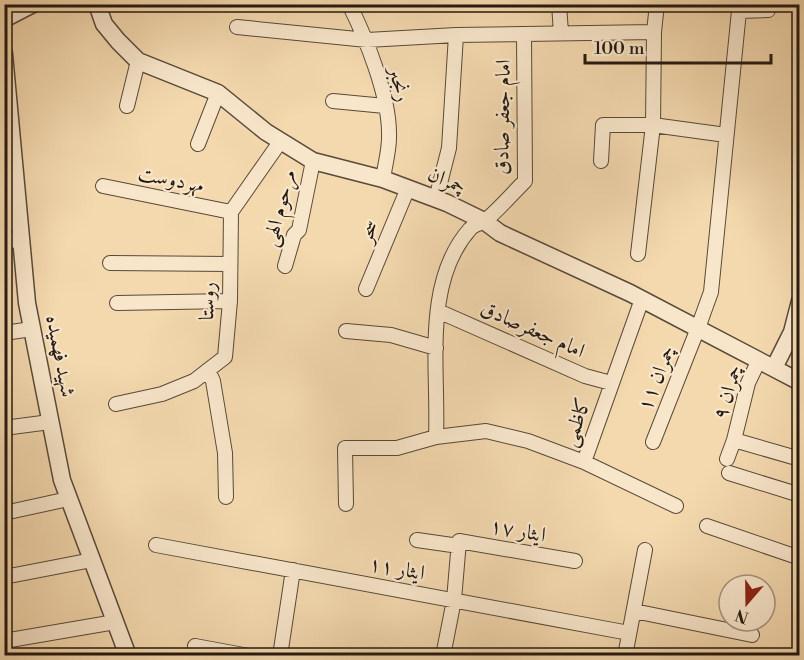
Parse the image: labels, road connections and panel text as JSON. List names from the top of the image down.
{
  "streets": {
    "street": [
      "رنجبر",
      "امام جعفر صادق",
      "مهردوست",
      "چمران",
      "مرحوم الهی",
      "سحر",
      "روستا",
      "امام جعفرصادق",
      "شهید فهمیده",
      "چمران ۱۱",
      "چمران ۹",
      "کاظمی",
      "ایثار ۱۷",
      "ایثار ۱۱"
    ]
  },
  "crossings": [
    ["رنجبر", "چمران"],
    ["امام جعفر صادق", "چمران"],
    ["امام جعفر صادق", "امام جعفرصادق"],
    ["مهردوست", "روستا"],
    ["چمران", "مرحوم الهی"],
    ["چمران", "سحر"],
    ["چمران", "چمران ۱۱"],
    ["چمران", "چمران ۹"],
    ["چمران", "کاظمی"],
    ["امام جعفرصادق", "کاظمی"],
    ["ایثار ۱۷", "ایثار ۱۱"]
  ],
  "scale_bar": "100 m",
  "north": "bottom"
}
□ □ □ □ □
### Exercise brief
Pictures aside, every entry above must be repeated exactly.

### Solution
Parse the image: labels, road connections and panel text as JSON. List names from the top of the image down.
{
  "streets": {
    "street": [
      "رنجبر",
      "امام جعفر صادق",
      "مهردوست",
      "چمران",
      "مرحوم الهی",
      "سحر",
      "روستا",
      "امام جعفرصادق",
      "شهید فهمیده",
      "چمران ۱۱",
      "چمران ۹",
      "کاظمی",
      "ایثار ۱۷",
      "ایثار ۱۱"
    ]
  },
  "crossings": [
    ["رنجبر", "چمران"],
    ["امام جعفر صادق", "چمران"],
    ["امام جعفر صادق", "امام جعفرصادق"],
    ["مهردوست", "روستا"],
    ["چمران", "مرحوم الهی"],
    ["چمران", "سحر"],
    ["چمران", "چمران ۱۱"],
    ["چمران", "چمران ۹"],
    ["چمران", "کاظمی"],
    ["امام جعفرصادق", "کاظمی"],
    ["ایثار ۱۷", "ایثار ۱۱"]
  ],
  "scale_bar": "100 m",
  "north": "bottom"
}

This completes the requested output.